Cite as 2021 Ark. App. 102 Elizabeth Perry ARKANSAS COURT OF APPEALS I attest to the accuracy and integrity of this document DIVISION I 2023.06.22 14:55:07 -05'00' No. CR-19-676

2023.001.20174 Opinion Delivered March 3, 2021

MICHAEL HULL APPEAL FROM THE CLAY COUNTY CIRCUIT COURT, EASTERN DISTRICT APPELLANT [NOS. 11PCR-17-111 & 11PCR-18-7]

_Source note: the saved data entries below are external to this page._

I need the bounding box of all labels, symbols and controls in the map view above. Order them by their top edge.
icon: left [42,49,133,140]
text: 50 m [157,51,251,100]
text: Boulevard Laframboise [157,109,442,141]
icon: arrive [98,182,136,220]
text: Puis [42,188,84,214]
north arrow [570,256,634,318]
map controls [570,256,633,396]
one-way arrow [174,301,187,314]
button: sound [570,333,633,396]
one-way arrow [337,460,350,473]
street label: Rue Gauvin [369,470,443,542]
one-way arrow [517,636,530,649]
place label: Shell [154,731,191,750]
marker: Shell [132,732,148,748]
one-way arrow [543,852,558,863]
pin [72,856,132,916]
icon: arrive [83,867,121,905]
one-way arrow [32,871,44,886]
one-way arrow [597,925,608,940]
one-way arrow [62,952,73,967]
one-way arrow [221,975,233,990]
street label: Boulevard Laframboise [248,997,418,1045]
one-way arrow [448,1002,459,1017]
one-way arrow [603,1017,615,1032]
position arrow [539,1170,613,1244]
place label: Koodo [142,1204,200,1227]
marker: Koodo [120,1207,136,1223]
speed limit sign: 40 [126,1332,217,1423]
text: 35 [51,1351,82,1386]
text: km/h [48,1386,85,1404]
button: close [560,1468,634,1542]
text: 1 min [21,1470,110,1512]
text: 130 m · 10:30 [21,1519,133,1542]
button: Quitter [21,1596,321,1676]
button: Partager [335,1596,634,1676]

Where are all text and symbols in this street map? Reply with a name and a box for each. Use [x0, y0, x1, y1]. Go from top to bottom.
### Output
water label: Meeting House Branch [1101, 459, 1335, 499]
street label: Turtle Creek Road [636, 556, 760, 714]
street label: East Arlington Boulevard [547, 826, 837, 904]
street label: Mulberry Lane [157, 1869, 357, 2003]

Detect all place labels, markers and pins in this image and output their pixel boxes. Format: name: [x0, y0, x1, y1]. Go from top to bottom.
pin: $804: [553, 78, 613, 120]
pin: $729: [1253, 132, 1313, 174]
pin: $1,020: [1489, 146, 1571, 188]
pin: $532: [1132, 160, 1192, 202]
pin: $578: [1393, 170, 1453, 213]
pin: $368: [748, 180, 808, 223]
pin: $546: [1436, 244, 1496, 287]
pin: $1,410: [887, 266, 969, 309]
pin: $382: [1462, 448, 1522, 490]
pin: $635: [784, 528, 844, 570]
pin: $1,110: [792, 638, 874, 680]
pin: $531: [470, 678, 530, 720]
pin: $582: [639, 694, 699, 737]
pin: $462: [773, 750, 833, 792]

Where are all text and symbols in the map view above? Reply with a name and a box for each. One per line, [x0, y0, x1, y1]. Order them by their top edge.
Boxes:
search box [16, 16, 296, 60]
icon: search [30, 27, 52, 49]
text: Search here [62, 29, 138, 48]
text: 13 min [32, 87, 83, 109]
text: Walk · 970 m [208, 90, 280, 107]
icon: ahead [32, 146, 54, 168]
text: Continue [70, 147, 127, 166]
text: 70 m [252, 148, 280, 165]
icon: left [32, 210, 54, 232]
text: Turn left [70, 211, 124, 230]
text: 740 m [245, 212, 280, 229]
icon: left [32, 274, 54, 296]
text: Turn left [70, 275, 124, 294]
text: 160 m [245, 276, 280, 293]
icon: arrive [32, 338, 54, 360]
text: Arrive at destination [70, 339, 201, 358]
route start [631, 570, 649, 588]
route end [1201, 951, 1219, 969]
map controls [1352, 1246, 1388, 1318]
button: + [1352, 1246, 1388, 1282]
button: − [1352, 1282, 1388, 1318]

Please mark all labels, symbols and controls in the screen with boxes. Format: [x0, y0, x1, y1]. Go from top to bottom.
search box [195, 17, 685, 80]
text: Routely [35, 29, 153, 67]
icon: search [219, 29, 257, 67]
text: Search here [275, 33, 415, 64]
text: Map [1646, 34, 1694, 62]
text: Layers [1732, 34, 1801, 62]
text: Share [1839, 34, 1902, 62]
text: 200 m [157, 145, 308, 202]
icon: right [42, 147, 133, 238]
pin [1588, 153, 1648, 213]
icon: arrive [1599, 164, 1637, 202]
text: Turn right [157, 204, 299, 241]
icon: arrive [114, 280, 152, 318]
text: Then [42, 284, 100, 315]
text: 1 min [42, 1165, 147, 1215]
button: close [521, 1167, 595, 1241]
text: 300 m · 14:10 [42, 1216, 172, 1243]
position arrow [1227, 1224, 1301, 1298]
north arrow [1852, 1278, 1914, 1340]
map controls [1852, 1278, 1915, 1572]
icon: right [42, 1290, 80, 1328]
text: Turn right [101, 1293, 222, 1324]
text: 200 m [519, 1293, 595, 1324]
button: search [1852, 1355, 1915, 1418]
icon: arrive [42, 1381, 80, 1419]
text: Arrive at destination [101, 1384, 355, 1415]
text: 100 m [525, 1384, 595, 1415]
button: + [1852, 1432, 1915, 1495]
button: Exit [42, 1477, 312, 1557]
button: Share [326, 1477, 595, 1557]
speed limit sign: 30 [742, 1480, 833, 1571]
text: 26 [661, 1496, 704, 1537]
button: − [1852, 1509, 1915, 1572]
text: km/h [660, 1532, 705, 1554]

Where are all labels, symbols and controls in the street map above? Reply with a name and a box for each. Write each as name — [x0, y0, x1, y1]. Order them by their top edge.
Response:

V. HONORABLE RANDY F. PHILHOURS, JUDGE

STATE OF ARKANSAS

APPELLEE REVERSED AND REMANDED

LARRY D. VAUGHT, Judge

Michael Hull appeals from two April 29, 2019 sentencing orders entered by the Clay

County Circuit Court revoking his probation in case Nos. CR-17-111 and CR-18-7. On appeal,

he argues that the circuit court clearly erred when it found that he knowingly and intelligently

waived his Sixth Amendment right to counsel; that his standby counsel did not actively

represent him during the revocation hearing to an extent sufficient to overcome the invalid

waiver of counsel; and that the circuit court abused its discretion in denying his motion for a

continuance to hire new counsel. We reverse and remand Hull’s first two points on appeal and

hold that his third point is moot.

Hull pled guilty on April 3, 2018, to possession of drug paraphernalia in case No. CR-

17-111 and to possession of methamphetamine in case No. CR-18-7, both Class D felonies,

and he received a five-year term of supervised probation for each offense, to run concurrently. On August 15, the State filed a petition to revoke Hull’s probation in both cases alleging that

he had violated three probation conditions. In January 2019, the State filed an amended

petition to revoke alleging four additional violations.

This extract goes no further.